Interurban train would link Coahuila, Nuevo León, and Tamaulipas all the way up to the US border


The federal government is planning to launch an interurban train service to link Coahuila and Nuevo León to the border with the United States at Nuevo Laredo, Tamaulipas.

The passenger and freight train project will be divided into two sections, both of which will use existing rail infrastructure, according to the newspaper El Universal, which had access to government planning documents.

The first section will run just over 50 kilometers between Ramos Arizpe, a Coahuila municipality just north of the state capital Saltillo, and García, a Nuevo León municipality about 40 kilometers northwest of Monterrey. Both municipalities are industrial hubs.

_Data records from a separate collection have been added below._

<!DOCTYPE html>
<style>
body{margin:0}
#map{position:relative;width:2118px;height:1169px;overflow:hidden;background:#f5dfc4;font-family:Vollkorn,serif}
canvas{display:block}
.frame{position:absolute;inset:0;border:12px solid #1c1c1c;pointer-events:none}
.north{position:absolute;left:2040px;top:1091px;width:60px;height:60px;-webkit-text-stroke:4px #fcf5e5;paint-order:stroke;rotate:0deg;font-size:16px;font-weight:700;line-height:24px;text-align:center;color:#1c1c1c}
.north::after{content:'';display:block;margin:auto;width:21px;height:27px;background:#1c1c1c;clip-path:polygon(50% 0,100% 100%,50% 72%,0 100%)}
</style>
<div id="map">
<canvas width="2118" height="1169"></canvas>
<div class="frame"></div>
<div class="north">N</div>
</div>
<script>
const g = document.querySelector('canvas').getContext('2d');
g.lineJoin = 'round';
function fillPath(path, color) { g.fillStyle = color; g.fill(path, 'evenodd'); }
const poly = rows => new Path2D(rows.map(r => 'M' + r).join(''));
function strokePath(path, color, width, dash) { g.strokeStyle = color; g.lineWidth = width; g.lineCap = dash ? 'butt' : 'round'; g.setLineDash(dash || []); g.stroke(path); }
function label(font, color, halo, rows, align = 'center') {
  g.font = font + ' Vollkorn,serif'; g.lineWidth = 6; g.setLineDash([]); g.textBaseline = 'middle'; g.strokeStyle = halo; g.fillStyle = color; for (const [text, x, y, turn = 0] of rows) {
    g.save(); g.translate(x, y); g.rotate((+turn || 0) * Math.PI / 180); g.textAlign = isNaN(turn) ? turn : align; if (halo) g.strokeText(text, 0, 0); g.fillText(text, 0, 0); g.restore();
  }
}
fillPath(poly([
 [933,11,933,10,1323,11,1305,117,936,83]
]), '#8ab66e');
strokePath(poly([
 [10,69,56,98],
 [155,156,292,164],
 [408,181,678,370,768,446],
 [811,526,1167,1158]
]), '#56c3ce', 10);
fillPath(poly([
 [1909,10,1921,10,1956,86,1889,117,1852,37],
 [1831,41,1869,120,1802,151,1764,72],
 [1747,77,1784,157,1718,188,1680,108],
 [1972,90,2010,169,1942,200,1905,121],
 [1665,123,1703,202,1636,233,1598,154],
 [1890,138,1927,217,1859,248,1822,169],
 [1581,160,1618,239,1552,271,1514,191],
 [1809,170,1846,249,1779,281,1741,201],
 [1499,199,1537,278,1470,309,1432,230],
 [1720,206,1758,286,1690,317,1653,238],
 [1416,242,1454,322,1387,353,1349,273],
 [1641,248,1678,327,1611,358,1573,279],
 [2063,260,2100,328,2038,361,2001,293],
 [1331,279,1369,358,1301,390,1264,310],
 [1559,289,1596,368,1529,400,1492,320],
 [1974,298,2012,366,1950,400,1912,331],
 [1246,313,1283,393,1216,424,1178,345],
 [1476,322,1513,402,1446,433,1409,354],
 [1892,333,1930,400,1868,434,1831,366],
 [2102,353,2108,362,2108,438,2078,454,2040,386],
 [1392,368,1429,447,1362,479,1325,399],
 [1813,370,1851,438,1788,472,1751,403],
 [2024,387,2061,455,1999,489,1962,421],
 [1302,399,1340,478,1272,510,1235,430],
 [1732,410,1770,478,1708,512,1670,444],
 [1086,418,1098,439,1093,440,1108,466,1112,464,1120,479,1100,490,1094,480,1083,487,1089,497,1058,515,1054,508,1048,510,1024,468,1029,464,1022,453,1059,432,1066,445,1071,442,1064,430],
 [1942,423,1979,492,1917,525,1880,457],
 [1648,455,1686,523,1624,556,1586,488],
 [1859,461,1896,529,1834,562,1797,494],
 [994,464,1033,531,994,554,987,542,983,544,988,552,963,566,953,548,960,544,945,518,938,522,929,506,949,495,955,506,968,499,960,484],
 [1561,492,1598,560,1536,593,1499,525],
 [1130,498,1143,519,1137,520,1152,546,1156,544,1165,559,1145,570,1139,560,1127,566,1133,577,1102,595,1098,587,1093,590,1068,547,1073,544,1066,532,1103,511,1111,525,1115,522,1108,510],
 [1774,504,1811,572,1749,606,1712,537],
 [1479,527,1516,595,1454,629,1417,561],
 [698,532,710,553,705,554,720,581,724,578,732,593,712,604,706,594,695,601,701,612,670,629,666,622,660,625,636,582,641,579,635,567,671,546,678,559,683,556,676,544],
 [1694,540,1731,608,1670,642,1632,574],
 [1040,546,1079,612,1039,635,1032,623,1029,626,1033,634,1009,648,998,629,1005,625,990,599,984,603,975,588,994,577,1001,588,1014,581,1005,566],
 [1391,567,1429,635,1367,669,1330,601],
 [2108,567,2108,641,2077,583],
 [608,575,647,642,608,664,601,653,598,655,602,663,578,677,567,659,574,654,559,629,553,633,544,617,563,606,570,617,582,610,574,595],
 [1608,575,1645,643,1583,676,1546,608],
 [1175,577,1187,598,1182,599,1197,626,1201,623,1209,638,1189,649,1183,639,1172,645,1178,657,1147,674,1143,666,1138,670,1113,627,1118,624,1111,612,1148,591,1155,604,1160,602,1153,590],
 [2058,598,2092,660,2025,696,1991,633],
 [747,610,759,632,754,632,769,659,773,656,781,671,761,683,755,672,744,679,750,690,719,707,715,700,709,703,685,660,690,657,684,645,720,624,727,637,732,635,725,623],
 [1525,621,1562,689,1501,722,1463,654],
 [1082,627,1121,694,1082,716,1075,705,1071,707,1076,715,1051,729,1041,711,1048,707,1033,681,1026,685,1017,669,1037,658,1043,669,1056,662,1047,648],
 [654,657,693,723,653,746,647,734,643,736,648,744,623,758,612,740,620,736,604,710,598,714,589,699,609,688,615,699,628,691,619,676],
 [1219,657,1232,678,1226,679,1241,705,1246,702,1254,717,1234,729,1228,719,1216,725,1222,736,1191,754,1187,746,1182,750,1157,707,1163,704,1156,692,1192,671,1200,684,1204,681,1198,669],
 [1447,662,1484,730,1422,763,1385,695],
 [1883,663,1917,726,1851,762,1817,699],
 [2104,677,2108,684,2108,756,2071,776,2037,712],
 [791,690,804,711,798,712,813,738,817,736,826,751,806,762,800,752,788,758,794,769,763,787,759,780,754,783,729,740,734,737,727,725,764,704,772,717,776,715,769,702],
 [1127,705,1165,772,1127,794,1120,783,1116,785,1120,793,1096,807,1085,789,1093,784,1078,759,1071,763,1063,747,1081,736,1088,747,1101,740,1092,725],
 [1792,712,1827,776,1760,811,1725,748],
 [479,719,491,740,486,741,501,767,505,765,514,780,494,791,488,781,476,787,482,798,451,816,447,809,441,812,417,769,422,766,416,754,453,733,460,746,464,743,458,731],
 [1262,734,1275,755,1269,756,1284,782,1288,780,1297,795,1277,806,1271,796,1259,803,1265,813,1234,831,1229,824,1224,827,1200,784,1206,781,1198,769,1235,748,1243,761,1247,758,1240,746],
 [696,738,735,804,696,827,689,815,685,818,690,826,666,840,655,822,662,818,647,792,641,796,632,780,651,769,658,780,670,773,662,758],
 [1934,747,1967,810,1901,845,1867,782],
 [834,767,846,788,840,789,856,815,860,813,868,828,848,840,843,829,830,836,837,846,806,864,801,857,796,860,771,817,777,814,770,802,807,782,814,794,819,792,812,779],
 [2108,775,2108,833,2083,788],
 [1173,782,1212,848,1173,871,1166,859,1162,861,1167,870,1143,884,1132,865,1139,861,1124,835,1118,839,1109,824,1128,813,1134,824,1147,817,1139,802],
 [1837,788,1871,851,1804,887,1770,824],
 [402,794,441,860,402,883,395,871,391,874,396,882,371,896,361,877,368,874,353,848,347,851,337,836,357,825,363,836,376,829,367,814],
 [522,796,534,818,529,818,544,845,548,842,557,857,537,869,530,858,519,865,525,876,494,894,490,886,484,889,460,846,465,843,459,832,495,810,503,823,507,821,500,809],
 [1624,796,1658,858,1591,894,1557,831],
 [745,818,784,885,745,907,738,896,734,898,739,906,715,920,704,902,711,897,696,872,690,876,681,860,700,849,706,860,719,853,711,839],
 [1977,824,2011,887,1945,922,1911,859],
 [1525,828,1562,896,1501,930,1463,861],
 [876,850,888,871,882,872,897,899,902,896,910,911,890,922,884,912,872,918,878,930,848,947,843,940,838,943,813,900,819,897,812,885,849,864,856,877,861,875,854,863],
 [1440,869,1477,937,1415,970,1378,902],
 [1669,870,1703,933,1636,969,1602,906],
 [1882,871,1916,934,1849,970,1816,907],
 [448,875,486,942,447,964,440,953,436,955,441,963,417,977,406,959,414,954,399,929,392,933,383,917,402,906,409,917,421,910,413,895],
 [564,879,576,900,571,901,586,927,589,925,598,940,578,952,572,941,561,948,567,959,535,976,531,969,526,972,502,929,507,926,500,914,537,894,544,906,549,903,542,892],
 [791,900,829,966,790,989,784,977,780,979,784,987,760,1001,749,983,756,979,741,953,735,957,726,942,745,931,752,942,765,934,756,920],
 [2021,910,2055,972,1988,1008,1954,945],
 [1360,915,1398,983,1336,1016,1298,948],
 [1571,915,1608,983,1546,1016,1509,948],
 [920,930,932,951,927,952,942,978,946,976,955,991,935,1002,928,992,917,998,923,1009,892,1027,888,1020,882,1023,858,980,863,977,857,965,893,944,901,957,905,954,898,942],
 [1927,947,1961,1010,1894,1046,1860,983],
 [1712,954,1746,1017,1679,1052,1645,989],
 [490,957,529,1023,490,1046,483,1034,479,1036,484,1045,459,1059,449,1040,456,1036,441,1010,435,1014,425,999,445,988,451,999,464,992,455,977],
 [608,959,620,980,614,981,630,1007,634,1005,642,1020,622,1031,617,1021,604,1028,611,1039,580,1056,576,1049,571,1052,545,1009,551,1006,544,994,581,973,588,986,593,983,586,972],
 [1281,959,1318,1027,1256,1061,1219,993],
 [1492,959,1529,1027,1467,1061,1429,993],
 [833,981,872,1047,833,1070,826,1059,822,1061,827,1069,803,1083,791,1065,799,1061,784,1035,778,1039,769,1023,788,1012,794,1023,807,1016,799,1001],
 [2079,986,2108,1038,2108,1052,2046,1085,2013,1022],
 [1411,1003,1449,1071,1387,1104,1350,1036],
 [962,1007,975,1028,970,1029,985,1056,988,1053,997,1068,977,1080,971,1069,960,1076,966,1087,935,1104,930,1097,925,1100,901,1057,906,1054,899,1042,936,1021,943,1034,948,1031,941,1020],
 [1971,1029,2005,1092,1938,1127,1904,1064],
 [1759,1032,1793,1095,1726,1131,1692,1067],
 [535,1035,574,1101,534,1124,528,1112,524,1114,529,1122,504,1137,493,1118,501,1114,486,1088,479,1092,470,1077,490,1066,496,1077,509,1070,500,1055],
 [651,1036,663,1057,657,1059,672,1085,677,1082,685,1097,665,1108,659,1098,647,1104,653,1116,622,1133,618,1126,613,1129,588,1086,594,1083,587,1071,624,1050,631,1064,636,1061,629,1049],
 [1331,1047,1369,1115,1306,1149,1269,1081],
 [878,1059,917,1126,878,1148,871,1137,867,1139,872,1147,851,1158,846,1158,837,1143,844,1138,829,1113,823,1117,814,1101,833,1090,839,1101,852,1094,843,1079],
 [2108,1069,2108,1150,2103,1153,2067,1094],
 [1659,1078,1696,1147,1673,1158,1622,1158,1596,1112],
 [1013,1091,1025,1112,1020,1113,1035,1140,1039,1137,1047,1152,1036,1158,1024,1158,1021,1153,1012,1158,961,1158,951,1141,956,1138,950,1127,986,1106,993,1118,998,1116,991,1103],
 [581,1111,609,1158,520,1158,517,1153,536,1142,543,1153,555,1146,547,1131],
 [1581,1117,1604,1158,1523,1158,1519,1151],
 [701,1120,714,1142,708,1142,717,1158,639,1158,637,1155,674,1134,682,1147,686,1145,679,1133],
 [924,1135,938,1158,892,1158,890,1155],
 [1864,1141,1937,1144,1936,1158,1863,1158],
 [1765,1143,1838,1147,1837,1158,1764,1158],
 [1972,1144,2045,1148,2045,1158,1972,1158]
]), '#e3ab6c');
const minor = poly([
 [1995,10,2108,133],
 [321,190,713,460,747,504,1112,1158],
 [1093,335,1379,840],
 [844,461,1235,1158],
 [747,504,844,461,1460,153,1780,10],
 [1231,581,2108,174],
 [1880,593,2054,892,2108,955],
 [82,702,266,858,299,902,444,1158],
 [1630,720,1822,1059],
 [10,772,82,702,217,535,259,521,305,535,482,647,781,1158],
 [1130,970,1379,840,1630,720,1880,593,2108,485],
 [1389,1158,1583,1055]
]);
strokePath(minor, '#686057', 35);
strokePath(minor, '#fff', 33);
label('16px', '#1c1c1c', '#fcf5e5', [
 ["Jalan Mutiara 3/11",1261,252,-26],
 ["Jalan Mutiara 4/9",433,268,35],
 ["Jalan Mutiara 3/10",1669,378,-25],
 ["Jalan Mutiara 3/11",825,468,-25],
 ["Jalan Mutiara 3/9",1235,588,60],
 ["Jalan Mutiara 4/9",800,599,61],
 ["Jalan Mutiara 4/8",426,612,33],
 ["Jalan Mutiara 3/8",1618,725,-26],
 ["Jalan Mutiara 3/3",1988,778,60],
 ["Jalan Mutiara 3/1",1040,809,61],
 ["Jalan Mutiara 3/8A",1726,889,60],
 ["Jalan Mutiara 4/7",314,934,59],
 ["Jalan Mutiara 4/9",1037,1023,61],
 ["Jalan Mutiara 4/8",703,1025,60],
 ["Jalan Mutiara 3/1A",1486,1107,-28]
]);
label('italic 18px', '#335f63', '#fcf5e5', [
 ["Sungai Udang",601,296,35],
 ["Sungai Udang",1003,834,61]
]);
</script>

Another 265-kilometer-long stretch of railroad is slated to connect Monterrey to Nuevo Laredo, located across the border from Laredo, Texas.

The Rail Transport Regulatory Agency will launch a tendering process to find companies to carry out pre-investment studies for both sections in January 2022. Those studies, which the government wants to be completed by the end of next year, are expected to cost 100 million pesos (about US $5 million), funds that will likely be announced in next month’s budget papers.

The entire project is also expected to be formally announced in the budget to be delivered by the Finance Ministry on September 8.

A train link to the border will help take pressure off clogged highways running from northeastern Mexico to the United States and generate environmental benefits, according to documents seen by El Universal.

The government is also considering establishing a passenger train service in the metropolitan area of Saltillo.

Earlier this year, the Ministry of Communications and Transportation requested funding of 36.1 million pesos (US $1.8 million) from the Finance Ministry to carry out six pre-investment studies related to the development of a suburban train line that would run 54 kilometers between the Derramadero industrial area south of Saltillo and Ramos Arzipe.